__WHAT YOU HAVE TO DO__
Word for word and without images, transcribe all of the records.

__MATERIAL FOR THE TASK__
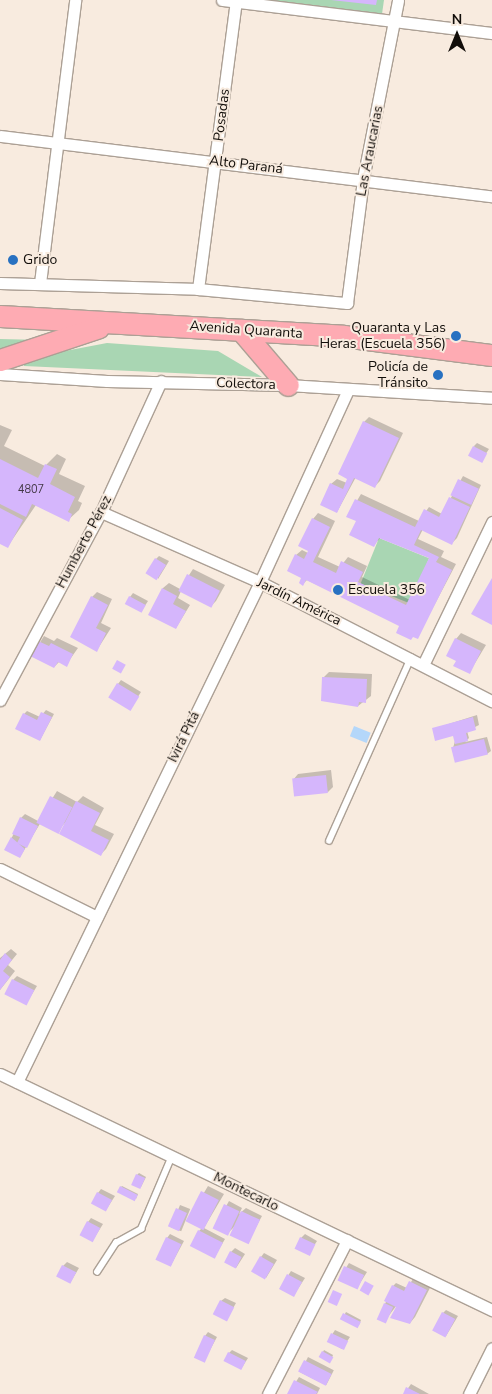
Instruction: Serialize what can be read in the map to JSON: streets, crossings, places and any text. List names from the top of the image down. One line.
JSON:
{"streets":{"highway":["Avenida Quaranta"],"street":["Posadas","Las Araucarias","Alto Paraná","Colectora","Humberto Pérez","Jardín América","Ivirá Pitá","Montecarlo"]},"crossings":[["Posadas","Las Araucarias"],["Posadas","Alto Paraná"],["Las Araucarias","Alto Paraná"],["Colectora","Humberto Pérez"],["Colectora","Ivirá Pitá"],["Humberto Pérez","Jardín América"],["Jardín América","Ivirá Pitá"],["Ivirá Pitá","Montecarlo"]],"places":["Grido","Quaranta y Las Heras (Escuela 356)","Policía de Tránsito","Escuela 356"],"house_numbers":["4807"],"north":"top"}
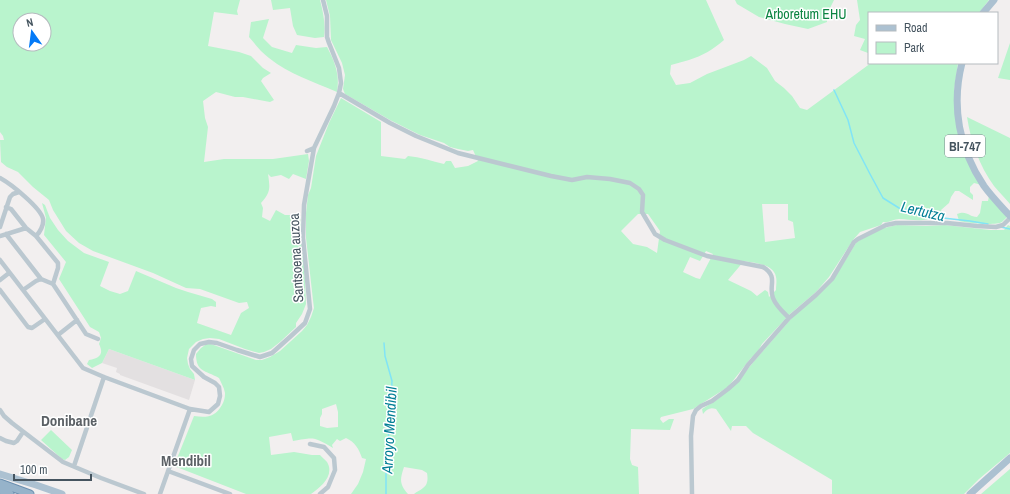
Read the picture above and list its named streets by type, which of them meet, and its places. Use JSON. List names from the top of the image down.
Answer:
{
  "streets": {
    "main road": ["BI-747"],
    "street": ["Santsoena auzoa"]
  },
  "districts": ["Donibane", "Mendibil"],
  "water": ["Lertutza", "Arroyo Mendibil"],
  "parks": ["Arboretum EHU"],
  "legend": ["Road", "Park"],
  "scale_bar": "100 m",
  "north": "top"
}
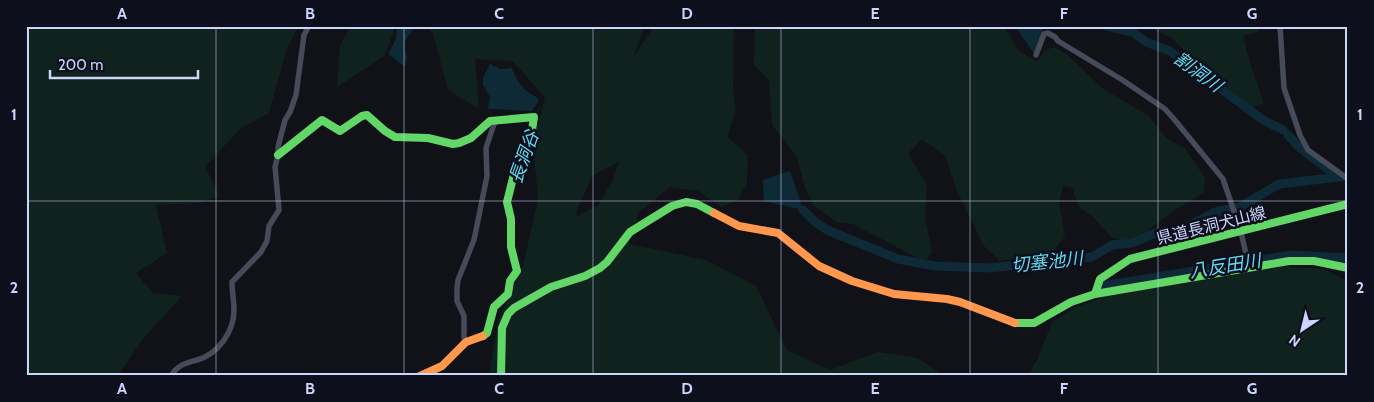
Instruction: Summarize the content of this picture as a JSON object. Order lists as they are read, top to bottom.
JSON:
{
  "streets": {
    "main road": ["県道長洞犬山線"]
  },
  "water": [
    "割洞川",
    "長洞谷",
    "切塞池川",
    "八反田川"
  ],
  "scale_bar": "200 m",
  "north": "bottom left",
  "grid": {
    "columns": [
      "A",
      "B",
      "C",
      "D",
      "E",
      "F",
      "G"
    ],
    "rows": ["1", "2"]
  }
}
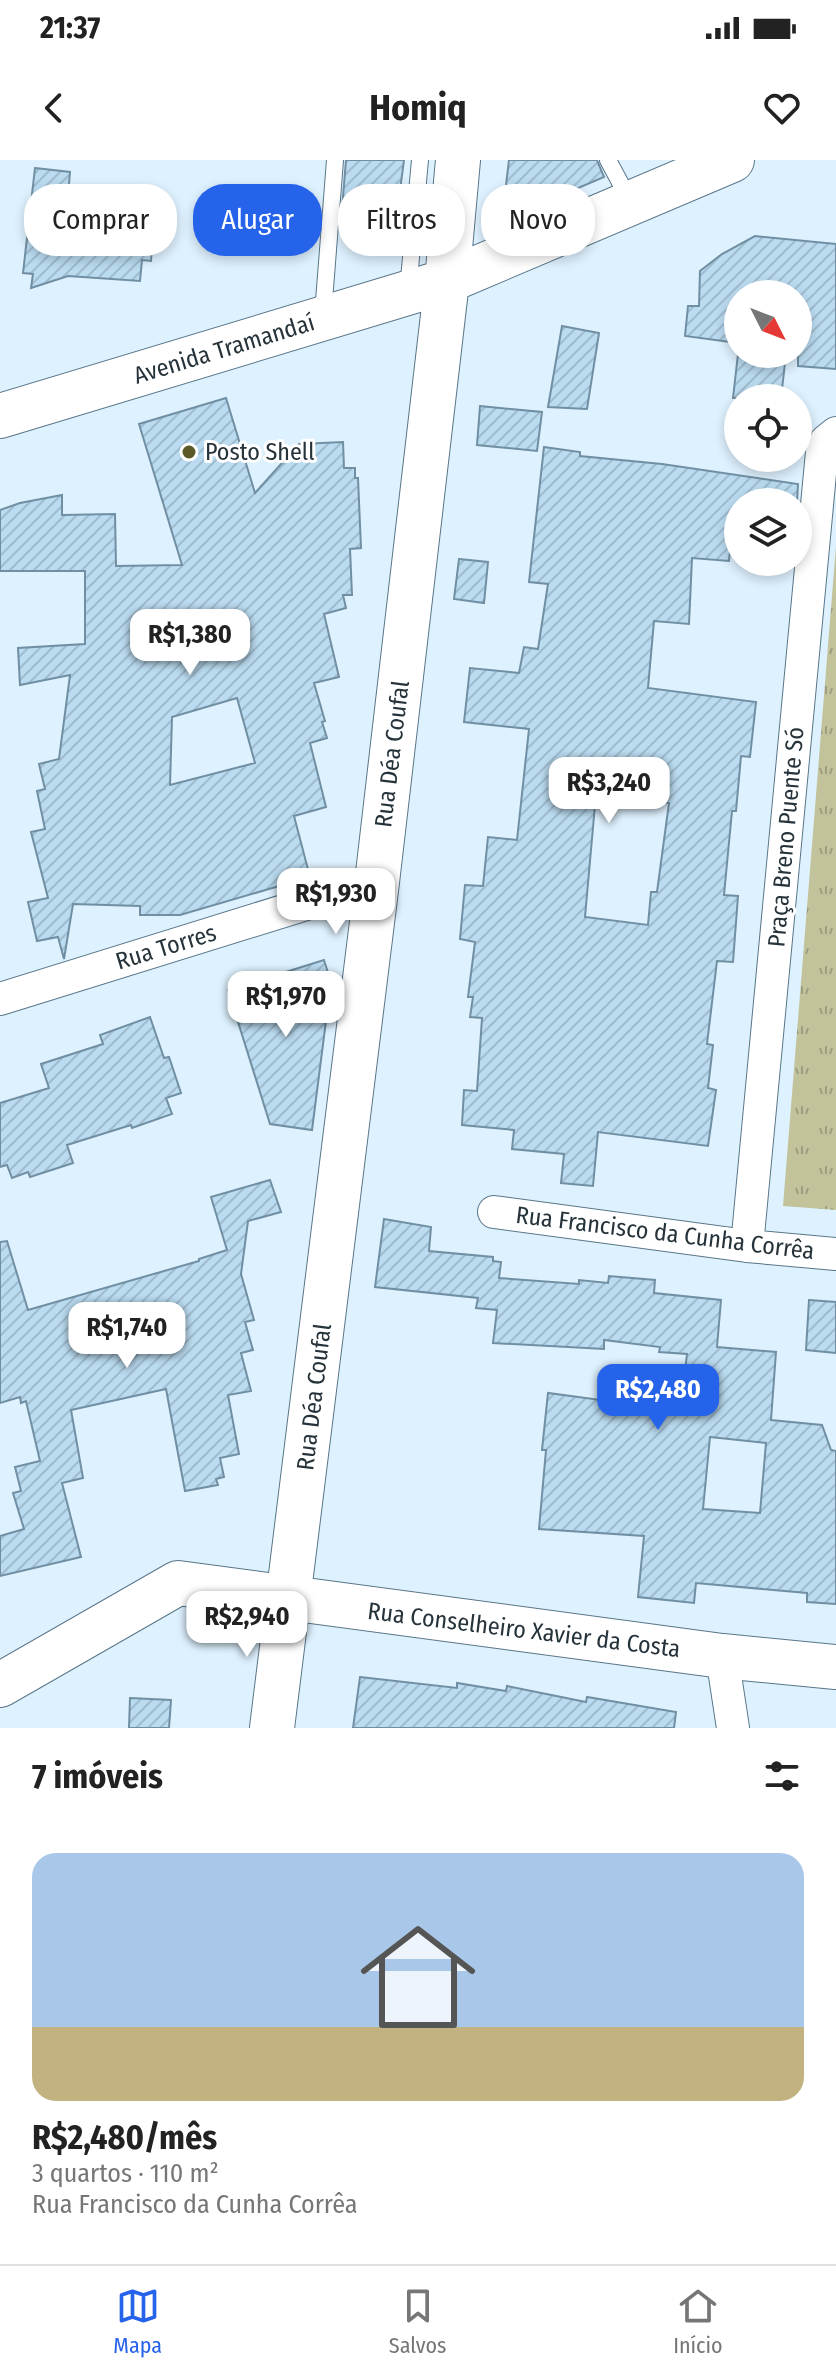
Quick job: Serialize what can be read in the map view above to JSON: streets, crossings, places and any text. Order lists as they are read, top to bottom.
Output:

__TASK ANSWER__
Instruction: Serialize what can be read in the map to JSON: streets, crossings, places and any text. List names from the top of the image down. One line.
JSON:
{"streets":{"highway":["Avenida Quaranta"],"street":["Posadas","Las Araucarias","Alto Paraná","Colectora","Humberto Pérez","Jardín América","Ivirá Pitá","Montecarlo"]},"crossings":[["Posadas","Las Araucarias"],["Posadas","Alto Paraná"],["Las Araucarias","Alto Paraná"],["Colectora","Humberto Pérez"],["Colectora","Ivirá Pitá"],["Humberto Pérez","Jardín América"],["Jardín América","Ivirá Pitá"],["Ivirá Pitá","Montecarlo"]],"places":["Grido","Quaranta y Las Heras (Escuela 356)","Policía de Tránsito","Escuela 356"],"house_numbers":["4807"],"north":"top"}
Read the picture above and list its named streets by type, which of them meet, and its places. Use JSON. List names from the top of the image down.
Answer:
{
  "streets": {
    "main road": ["BI-747"],
    "street": ["Santsoena auzoa"]
  },
  "districts": ["Donibane", "Mendibil"],
  "water": ["Lertutza", "Arroyo Mendibil"],
  "parks": ["Arboretum EHU"],
  "legend": ["Road", "Park"],
  "scale_bar": "100 m",
  "north": "top"
}
Instruction: Summarize the content of this picture as a JSON object. Order lists as they are read, top to bottom.
JSON:
{
  "streets": {
    "main road": ["県道長洞犬山線"]
  },
  "water": [
    "割洞川",
    "長洞谷",
    "切塞池川",
    "八反田川"
  ],
  "scale_bar": "200 m",
  "north": "bottom left",
  "grid": {
    "columns": [
      "A",
      "B",
      "C",
      "D",
      "E",
      "F",
      "G"
    ],
    "rows": ["1", "2"]
  }
}
Quick job: Serialize what can be read in the map view above to JSON: streets, crossings, places and any text. Order lists as they are read, top to bottom.
Output:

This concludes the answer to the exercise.